| lunes, 04 de octubre de 2010 h |

Sergio Alonso es redactor jefe de ‘La Razón’

Cubren huecos; apagan fuegos; dan respaldo a sus compañeros; a veces llevan incluso todo el peso; suelen gozar de una alta experiencia, y disfrutan del cariño y del reconocimiento de los pacientes a los que atienden. Sin embargo, el Gobierno no tiene a bien atenderles, ni echarles un triste capote. Ni, por supuesto, regularizarles. Tal y como están deben serles más rentables y, por supuesto, más dóciles. Su precariedad es tan alta, que pocas veces se les oirá cuestionar a un gerente, a un director médico o a un jefe de servicio. Aunque sean torpes e ineptos, y perjudiquen al dispositivo sanitario que dirigen. Tampoco se echarán a la calle individualmente en demanda de mejoras salariales o profesionales, ni crearán conflicto o perturbarán la paz de un consejero. ¡Hasta dónde podríamos llegar! En caso de que causen molestia o “conflictividad laboral”, en la jerga administrativa, su hueco puede ser colmado además fácilmente por profesionales foráneos, mucho peor pagados y más baratos para el sistema. Y si la cualificación de los sustitutos no es fácilmente certificable, se hace la vista gorda y punto. Así ha ocurrido en más de una ocasión, como todos saben y como todos callan, de forma cómplice. Sobre todo los altos cargos que viajaban al extranjero hace meses en busca de nuevas remesas de mano de obra a vergonzosos precios de saldo para los hospitales de sus comunidades.

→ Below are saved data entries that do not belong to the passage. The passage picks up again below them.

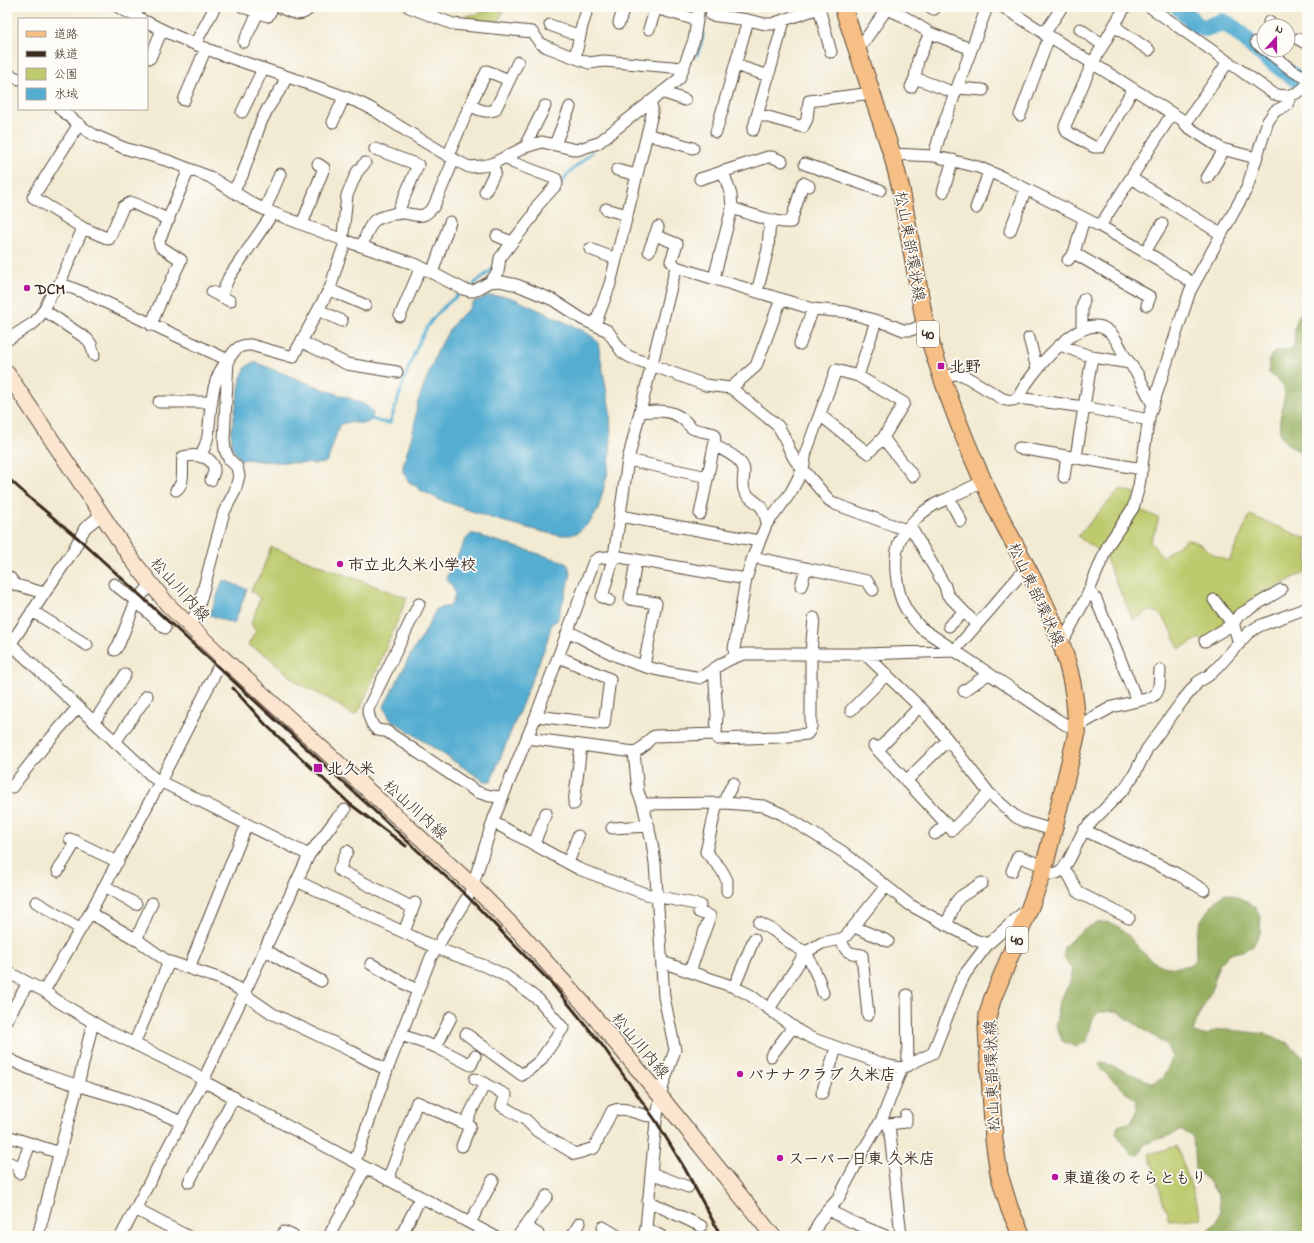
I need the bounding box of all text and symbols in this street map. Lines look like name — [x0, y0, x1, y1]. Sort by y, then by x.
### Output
legend — [18, 18, 148, 110]
north arrow — [1256, 18, 1296, 58]
text: N — [1273, 21, 1286, 38]
text: 道路 — [54, 26, 78, 44]
text: 鉄道 — [54, 46, 78, 64]
text: 公園 — [54, 66, 78, 84]
text: 水域 — [54, 86, 78, 104]
street label: 松山東部環状線 — [887, 189, 931, 304]
place label: DCM — [34, 278, 66, 302]
marker: DCM — [22, 283, 32, 293]
road number: 40 — [917, 321, 939, 347]
place label: 北野 — [949, 356, 981, 380]
marker: 北野 — [936, 361, 946, 371]
street label: 松山東部環状線 — [1001, 539, 1070, 651]
street label: 松山川内線 — [144, 553, 215, 628]
place label: 市立北久米小学校 — [348, 554, 476, 578]
marker: 市立北久米小学校 — [335, 559, 345, 569]
place label: 北久米 — [327, 758, 375, 782]
marker: 北久米 — [312, 762, 324, 774]
street label: 松山川内線 — [377, 775, 452, 846]
road number: 40 — [1006, 927, 1028, 953]
street label: 松山川内線 — [605, 1008, 674, 1085]
street label: 松山東部環状線 — [979, 1020, 1007, 1132]
place label: バナナクラブ 久米店 — [748, 1064, 896, 1088]
marker: バナナクラブ 久米店 — [735, 1069, 745, 1079]
place label: スーパー日東 久米店 — [788, 1148, 935, 1172]
marker: スーパー日東 久米店 — [775, 1153, 785, 1163]
place label: 東道後のそらともり — [1063, 1167, 1207, 1191]
marker: 東道後のそらともり — [1050, 1172, 1060, 1182]

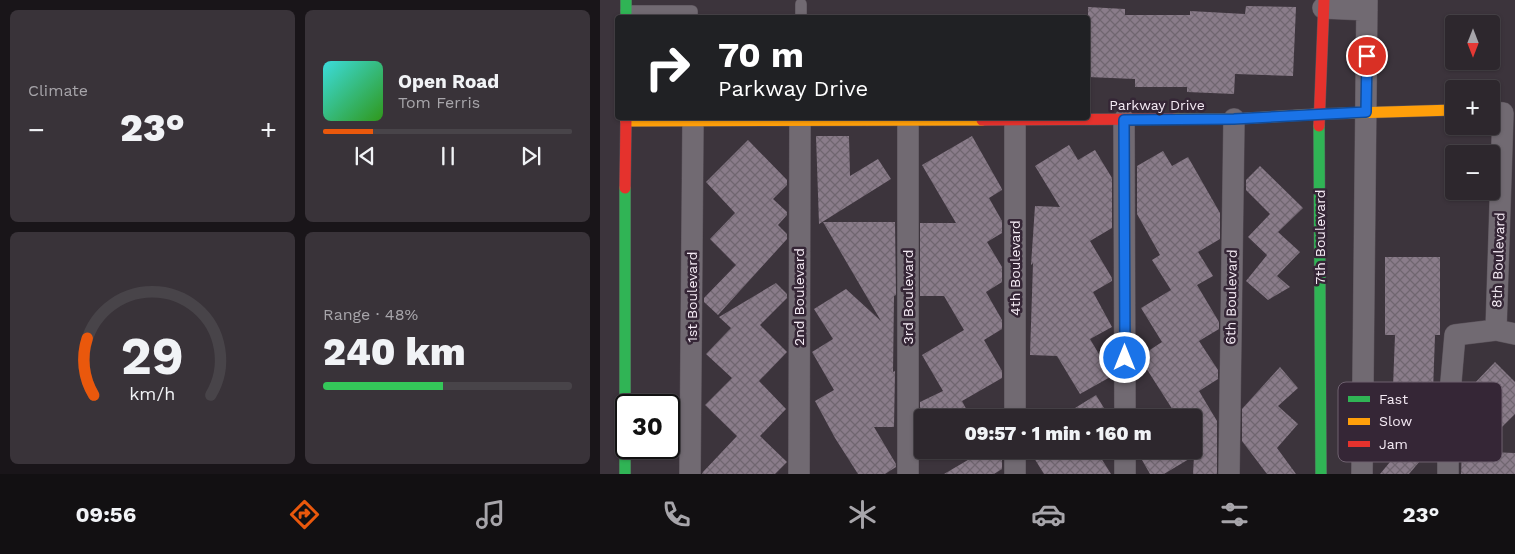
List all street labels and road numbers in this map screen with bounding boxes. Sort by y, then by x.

Los médicos especialistas sin título oficial (mestos) y los farmacéuticos especialistas hospitalarios (festos), formados sobre la marcha en los complicados años ochenta ante la efervescente necesidad de especialistas que había en España para satisfacer la demanda, no tienen el MIR, pero tampoco a un ministerio que les defienda. Y eso que han sido en numerosas ocasiones las columnas sobre las que se han sostenido servicios hospitalarios completos y a veces punteros. El rechazo socialista en la Comisión de Sanidad del Congreso de los Diputados a equiparar su situación con la de otros profesionales sanitarios y regularizarles, con el objetivo de hacer tabula rasa de una vez por todas en el Sistema Nacional de Salud (SNS), evidencia la consideración que se les tiene en las instancias oficiales. Todo el arco parlamentario exige con tino la búsqueda de una salida legal para ambos colectivos. El PSOE, que tan bien supo batallar en Europa contra la injusticia que un comisario iba a cometer contra los farmacéuticos para favorecer a sus amigos, apela sorprendentemente ahora a las normas comunitarias para justificar su negativa. Vano intento el suyo de escabullirse, porque la proposición no de ley se ha aprobado, y ahora deja al Gobierno en la difícil tesitura de tener que mover ficha para cumplir lo que le piden los representantes de la ciudadanía.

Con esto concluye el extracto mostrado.